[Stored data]
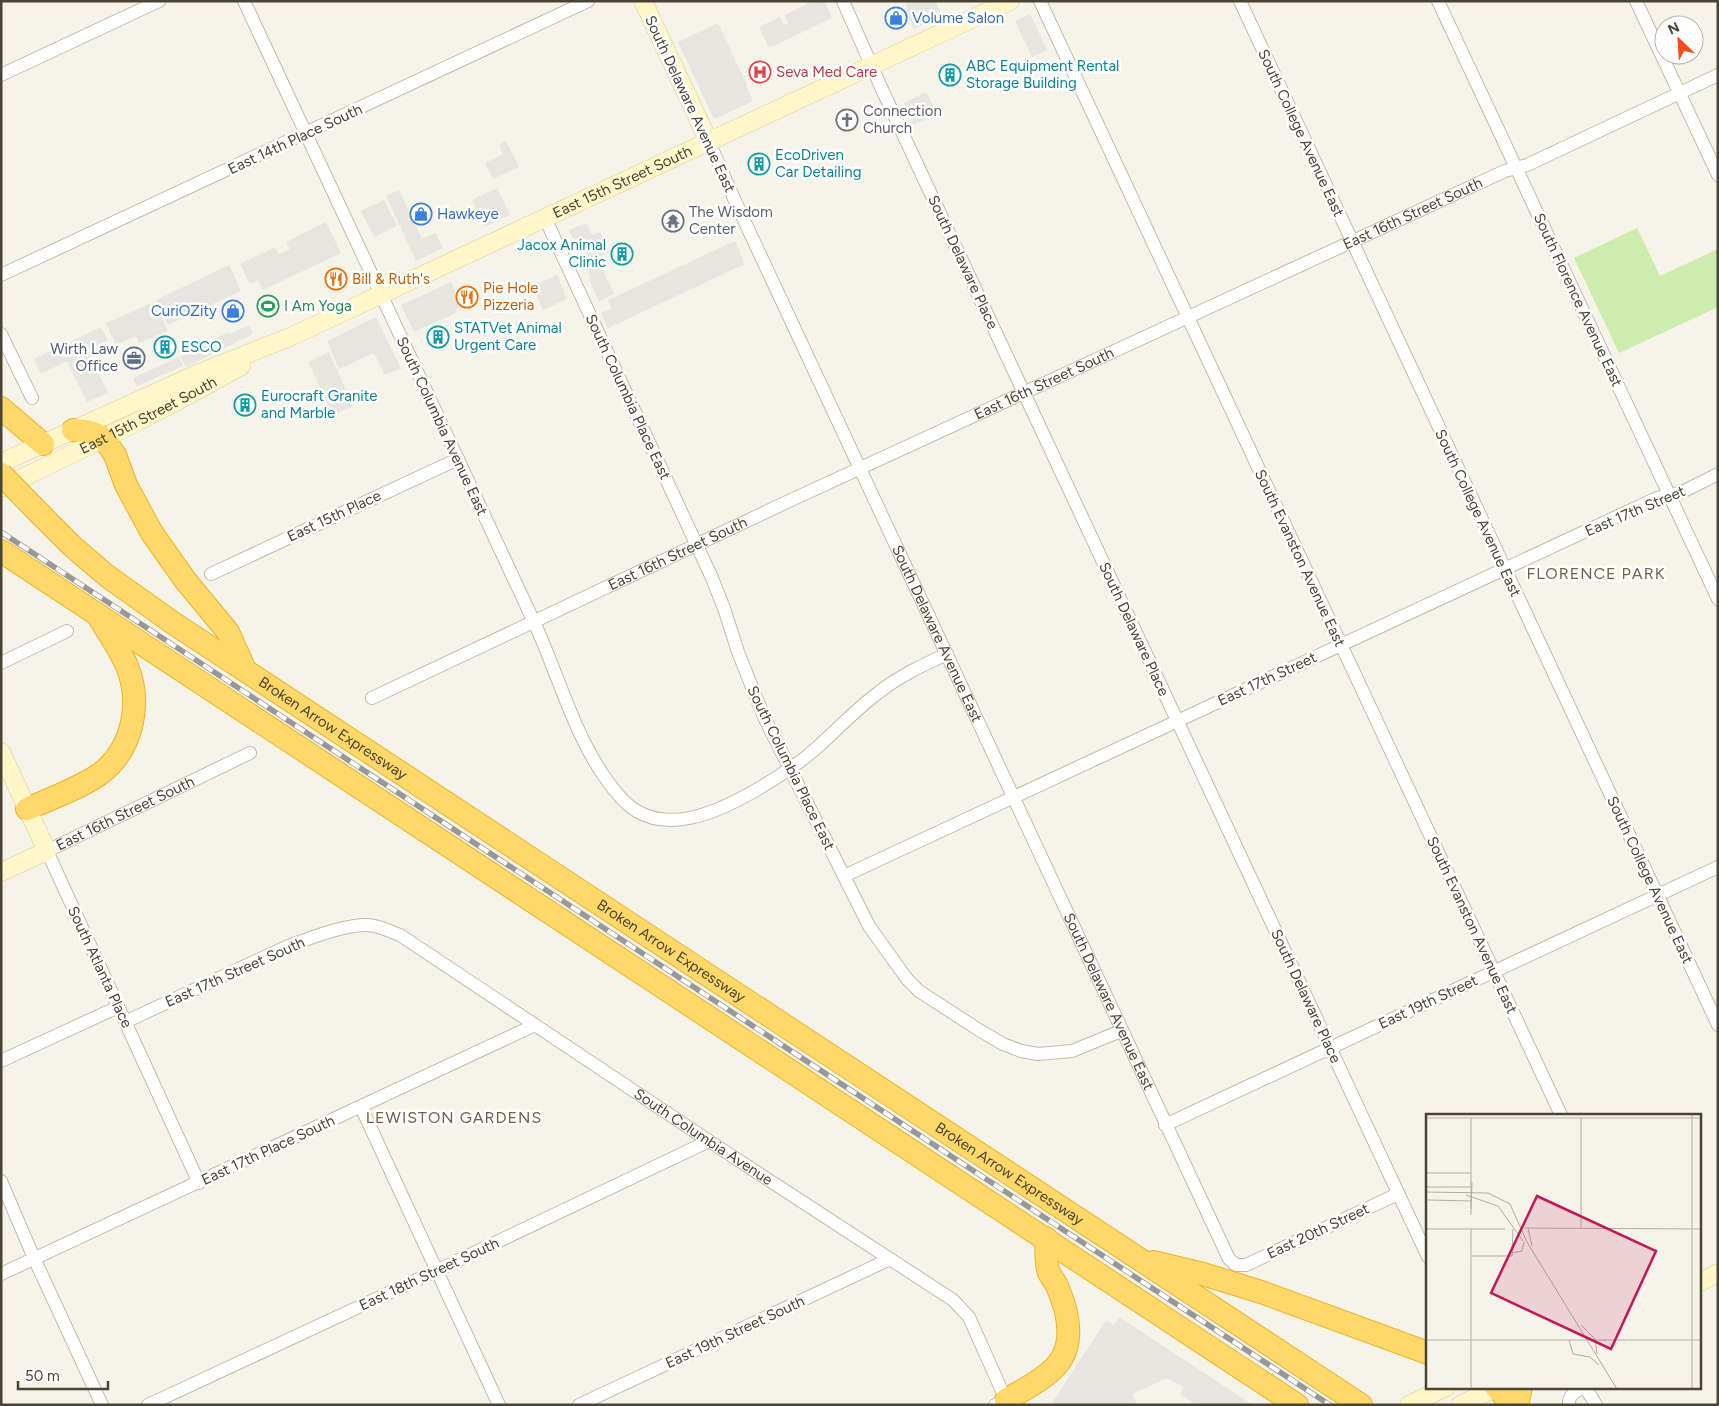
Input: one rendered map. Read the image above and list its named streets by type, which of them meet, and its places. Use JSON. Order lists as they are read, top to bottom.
{
  "streets": {
    "highway": ["Broken Arrow Expressway"],
    "main road": [
      "South Delaware Avenue East",
      "East 15th Street South",
      "East 16th Street South",
      "South Atlanta Place"
    ],
    "street": [
      "South College Avenue East",
      "East 14th Place South",
      "South Delaware Place",
      "South Florence Avenue East",
      "South Columbia Place East",
      "South Columbia Avenue East",
      "East 17th Street",
      "East 15th Place",
      "South Evanston Avenue East",
      "East 17th Street South",
      "East 19th Street",
      "South Columbia Avenue",
      "East 17th Place South",
      "East 20th Street",
      "East 18th Street South",
      "East 19th Street South"
    ]
  },
  "crossings": [
    ["South Delaware Avenue East", "East 15th Street South"],
    ["South Delaware Avenue East", "East 16th Street South"],
    ["South Delaware Avenue East", "South Columbia Place East"],
    ["South Delaware Avenue East", "South Columbia Avenue East"],
    ["South Delaware Avenue East", "East 17th Street"],
    ["South Delaware Avenue East", "East 19th Street"],
    ["South Delaware Avenue East", "East 20th Street"],
    ["South College Avenue East", "East 16th Street South"],
    ["South College Avenue East", "East 17th Street"],
    ["South College Avenue East", "East 19th Street"],
    ["East 14th Place South", "South Columbia Avenue East"],
    ["East 15th Street South", "South Delaware Place"],
    ["East 15th Street South", "South Columbia Place East"],
    ["East 15th Street South", "South Columbia Avenue East"],
    ["East 16th Street South", "South Delaware Place"],
    ["East 16th Street South", "South Florence Avenue East"],
    ["East 16th Street South", "South Columbia Place East"],
    ["East 16th Street South", "South Columbia Avenue East"],
    ["East 16th Street South", "South Evanston Avenue East"],
    ["East 16th Street South", "South Atlanta Place"],
    ["South Delaware Place", "East 17th Street"],
    ["South Delaware Place", "East 19th Street"],
    ["South Delaware Place", "East 20th Street"],
    ["South Florence Avenue East", "East 17th Street"],
    ["South Columbia Place East", "South Columbia Avenue East"],
    ["South Columbia Place East", "East 17th Street"],
    ["South Columbia Avenue East", "East 15th Place"],
    ["East 17th Street", "South Evanston Avenue East"],
    ["South Evanston Avenue East", "East 19th Street"],
    ["South Atlanta Place", "East 17th Street South"],
    ["South Atlanta Place", "East 17th Place South"],
    ["East 17th Street South", "South Columbia Avenue"],
    ["South Columbia Avenue", "East 17th Place South"],
    ["South Columbia Avenue", "East 18th Street South"],
    ["South Columbia Avenue", "East 19th Street South"]
  ],
  "districts": ["FLORENCE PARK", "LEWISTON GARDENS"],
  "places": {
    "shop": ["Volume Salon", "Hawkeye", "CuriOZity"],
    "hospital": ["Seva Med Care"],
    "building": [
      "ABC Equipment Rental Storage Building",
      "EcoDriven Car Detailing",
      "Jacox Animal Clinic",
      "STATVet Animal Urgent Care",
      "ESCO",
      "Eurocraft Granite and Marble"
    ],
    "church": ["Connection Church"],
    "temple": ["The Wisdom Center"],
    "restaurant": ["Bill & Ruth's", "Pie Hole Pizzeria"],
    "sports": ["I Am Yoga"],
    "office": ["Wirth Law Office"]
  },
  "scale_bar": "50 m",
  "north": "top left"
}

◆ Task requirements
Scan the entries above for the string "Atlanta" and copy each line that contains it.

◆ Answer box
      "South Atlanta Place"
    ["East 16th Street South", "South Atlanta Place"],
    ["South Atlanta Place", "East 17th Street South"],
    ["South Atlanta Place", "East 17th Place South"],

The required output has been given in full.